Wilson Bridge Eagles
No Sign of Young Life in Nest
Tuesday, April 11, 2006
An attempt by a male bald eagle to tend his nest near the Woodrow Wilson Bridge on his own after his mate was attacked by another bird ended in failure yesterday.
The bald eagle, known as George, had sat on the pair's eggs since Wednesday's attack, and late last week he appeared to be feeding a chick in the nest in a tree on the Maryland shore of the Potomac River. Even though odds were against it, there was hope he could hold out until his mate, Martha, returned from a Delaware veterinary hospital, where she is recuperating from her injuries. Male and female eagles split parenting duties about equally.
Yesterday, George no longer sat on the nest, although he fended off birds that flew near, said Stephanie R. Spears, an environmental specialist with the bridge construction project. Her theory is that a chick hatched but was done in by Saturday's chilly, wet weather and lack of food.

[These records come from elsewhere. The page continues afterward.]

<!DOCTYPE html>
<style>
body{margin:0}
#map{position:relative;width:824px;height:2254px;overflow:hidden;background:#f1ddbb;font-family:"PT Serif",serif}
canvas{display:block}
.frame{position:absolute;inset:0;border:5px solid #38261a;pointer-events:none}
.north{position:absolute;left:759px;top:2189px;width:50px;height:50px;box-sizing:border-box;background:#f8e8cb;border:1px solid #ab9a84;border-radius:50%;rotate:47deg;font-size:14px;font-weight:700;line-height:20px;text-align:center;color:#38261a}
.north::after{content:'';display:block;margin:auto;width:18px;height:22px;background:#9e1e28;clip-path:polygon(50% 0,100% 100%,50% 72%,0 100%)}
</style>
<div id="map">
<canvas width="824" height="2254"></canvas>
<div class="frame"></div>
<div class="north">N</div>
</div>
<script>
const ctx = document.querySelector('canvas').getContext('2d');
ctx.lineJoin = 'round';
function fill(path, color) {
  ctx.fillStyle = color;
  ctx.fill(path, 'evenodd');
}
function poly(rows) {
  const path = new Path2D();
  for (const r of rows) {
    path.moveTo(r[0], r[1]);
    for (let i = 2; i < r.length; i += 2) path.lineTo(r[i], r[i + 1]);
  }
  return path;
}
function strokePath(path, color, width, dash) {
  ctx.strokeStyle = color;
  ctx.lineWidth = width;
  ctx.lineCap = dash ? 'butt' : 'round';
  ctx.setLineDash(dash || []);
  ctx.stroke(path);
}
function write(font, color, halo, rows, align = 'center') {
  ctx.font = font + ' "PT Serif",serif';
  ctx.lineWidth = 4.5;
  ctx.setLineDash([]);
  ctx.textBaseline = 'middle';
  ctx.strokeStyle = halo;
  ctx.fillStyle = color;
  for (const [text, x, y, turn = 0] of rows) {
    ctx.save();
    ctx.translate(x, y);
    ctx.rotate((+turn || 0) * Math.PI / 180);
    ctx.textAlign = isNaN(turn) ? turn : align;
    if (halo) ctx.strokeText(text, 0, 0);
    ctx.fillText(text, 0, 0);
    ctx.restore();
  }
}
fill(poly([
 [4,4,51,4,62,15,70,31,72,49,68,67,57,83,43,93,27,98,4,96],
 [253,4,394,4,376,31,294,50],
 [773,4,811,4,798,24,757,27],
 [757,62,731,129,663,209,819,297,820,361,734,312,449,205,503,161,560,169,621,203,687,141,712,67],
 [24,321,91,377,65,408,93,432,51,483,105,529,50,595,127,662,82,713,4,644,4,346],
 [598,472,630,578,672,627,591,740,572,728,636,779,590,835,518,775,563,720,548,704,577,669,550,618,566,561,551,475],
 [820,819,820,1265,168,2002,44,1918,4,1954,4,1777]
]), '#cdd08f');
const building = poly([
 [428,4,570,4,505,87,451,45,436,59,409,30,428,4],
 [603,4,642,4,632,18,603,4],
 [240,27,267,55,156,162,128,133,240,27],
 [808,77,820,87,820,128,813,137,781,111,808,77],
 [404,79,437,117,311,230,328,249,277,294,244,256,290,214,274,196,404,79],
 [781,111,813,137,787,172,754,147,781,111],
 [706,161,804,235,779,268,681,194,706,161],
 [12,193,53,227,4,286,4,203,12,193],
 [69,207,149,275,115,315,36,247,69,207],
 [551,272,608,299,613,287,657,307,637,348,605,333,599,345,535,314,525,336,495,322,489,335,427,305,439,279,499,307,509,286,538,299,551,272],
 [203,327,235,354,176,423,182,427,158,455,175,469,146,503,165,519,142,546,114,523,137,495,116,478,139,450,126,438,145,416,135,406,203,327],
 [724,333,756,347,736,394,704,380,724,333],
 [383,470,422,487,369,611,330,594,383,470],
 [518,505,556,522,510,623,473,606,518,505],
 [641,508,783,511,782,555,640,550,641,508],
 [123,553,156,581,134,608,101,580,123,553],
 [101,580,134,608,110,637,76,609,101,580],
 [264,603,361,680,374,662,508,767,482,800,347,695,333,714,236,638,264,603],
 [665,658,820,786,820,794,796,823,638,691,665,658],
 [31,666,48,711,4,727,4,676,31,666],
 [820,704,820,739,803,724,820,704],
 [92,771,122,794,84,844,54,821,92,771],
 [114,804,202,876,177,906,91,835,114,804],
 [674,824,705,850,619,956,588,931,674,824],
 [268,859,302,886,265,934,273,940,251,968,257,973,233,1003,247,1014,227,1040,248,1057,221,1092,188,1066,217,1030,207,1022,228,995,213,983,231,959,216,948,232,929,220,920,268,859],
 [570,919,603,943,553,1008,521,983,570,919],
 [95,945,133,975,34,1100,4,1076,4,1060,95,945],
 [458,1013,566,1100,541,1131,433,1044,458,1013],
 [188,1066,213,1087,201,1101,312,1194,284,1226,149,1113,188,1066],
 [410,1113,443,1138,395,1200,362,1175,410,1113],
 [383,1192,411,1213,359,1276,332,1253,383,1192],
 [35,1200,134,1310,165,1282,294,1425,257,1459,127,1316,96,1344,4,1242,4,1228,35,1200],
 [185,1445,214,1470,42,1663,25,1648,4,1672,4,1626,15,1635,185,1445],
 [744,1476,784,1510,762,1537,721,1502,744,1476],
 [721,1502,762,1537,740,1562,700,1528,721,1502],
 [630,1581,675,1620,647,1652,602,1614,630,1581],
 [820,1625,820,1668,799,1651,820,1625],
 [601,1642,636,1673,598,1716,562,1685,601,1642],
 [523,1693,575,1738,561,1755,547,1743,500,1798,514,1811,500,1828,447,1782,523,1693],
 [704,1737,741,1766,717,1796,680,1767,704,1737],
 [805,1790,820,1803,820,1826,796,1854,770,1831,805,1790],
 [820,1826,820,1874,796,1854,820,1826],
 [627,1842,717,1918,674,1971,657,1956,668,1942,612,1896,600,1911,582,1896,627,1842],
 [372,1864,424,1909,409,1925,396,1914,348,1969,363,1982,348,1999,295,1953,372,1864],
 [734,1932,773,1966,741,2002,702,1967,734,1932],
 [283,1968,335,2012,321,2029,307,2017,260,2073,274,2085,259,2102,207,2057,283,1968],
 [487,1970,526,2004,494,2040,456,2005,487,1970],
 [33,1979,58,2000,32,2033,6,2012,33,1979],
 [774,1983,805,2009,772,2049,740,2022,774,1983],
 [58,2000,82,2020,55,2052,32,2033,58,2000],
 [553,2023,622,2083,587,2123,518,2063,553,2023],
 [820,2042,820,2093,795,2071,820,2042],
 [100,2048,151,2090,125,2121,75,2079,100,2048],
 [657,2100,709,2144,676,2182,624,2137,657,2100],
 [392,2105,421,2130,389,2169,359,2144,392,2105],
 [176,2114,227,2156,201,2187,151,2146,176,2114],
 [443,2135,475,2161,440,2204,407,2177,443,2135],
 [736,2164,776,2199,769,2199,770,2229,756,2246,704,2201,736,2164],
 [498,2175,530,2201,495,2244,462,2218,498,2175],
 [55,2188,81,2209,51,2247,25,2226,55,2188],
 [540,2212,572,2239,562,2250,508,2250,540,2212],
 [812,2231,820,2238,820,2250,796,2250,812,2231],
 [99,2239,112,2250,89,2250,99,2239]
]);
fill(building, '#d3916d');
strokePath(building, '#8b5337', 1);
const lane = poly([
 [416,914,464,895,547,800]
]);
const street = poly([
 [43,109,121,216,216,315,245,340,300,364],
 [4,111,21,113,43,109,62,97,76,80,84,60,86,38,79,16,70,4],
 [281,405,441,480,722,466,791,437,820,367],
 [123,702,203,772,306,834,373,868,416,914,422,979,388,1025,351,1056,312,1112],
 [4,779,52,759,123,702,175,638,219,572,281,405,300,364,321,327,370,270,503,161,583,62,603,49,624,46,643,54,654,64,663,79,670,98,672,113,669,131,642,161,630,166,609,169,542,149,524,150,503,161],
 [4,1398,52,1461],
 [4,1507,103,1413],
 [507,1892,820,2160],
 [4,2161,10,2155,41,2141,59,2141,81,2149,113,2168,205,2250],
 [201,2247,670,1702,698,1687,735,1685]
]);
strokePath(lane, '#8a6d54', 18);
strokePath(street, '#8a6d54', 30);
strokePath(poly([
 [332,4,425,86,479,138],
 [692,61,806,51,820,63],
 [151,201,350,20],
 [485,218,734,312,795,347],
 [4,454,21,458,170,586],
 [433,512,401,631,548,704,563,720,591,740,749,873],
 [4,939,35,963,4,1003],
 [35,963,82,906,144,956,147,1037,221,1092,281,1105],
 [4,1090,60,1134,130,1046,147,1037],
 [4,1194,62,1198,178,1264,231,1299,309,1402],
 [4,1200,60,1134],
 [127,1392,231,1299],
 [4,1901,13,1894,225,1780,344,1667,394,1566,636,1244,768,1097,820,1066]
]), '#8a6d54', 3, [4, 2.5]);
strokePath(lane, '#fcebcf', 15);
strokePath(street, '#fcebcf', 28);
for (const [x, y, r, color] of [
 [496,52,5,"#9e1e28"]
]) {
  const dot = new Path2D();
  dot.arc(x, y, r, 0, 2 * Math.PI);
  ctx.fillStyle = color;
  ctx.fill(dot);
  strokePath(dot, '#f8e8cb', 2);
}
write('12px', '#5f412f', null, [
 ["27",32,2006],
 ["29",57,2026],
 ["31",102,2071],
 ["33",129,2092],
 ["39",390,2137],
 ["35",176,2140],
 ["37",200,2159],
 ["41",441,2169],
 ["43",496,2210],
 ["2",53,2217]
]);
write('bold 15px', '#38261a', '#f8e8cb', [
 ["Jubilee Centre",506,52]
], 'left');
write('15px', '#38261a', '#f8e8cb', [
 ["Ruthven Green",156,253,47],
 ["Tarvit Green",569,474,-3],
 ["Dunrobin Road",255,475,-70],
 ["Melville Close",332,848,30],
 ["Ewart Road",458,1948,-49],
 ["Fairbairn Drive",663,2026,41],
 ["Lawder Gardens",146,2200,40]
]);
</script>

The male could not leave the nest to find food because of the rain and potential predators, including the bird that attacked his mate.
"I was hoping for a quick recovery of the female and that the male would hang in there long enough to save the clutch, but this is nature, and that's how nature goes," she said.
The bird that attacked Martha is thought to be another female that wanted to take over her territory, because available habitat is shrinking and the bird population is rising. Spears saw another eagle soaring near George yesterday, and if it is a female, they could become a pair.
Meanwhile, Martha's condition has improved rapidly. "I still think she is sore," said Tri-State Bird Rescue and Research's executive director, Chris Motoyoshi, "but she looks really good, and if all goes well she might be released within the week."
The female eagle is eating on her own and appears stronger. She was moved to an outdoor cage and "has flown a little bit," Motoyoshi said.
The timing and location of Martha's release is up to the U.S. Fish and Wildlife Service, which oversees the nation's bald eagle population. Craig Koppie, a biologist with the agency, said that releasing Martha to her old territory, although standard procedure, "is asking for round No. 2. . . . I have the feeling nature is going to do what nature does, and the strongest will survive."
The eagle drama was a prime topic of conversation among construction workers on the Wilson Bridge project, many of whom have watched the two since they began raising chicks in 1999. Several left fresh fish for George to help him out.
"In nature, this is probably something that has repeated itself time and time again, but because this happens to be right along the Beltway, we were able to witness this firsthand," Koppie said.
The deck was stacked against George's attempt to be a single parent because adult eagles must stay close to their chicks to keep them warm yet hunt regularly to keep them well-fed. Spears said George "has done everything he could to hang in there. He certainly put himself on the line. . . . He was a real trouper."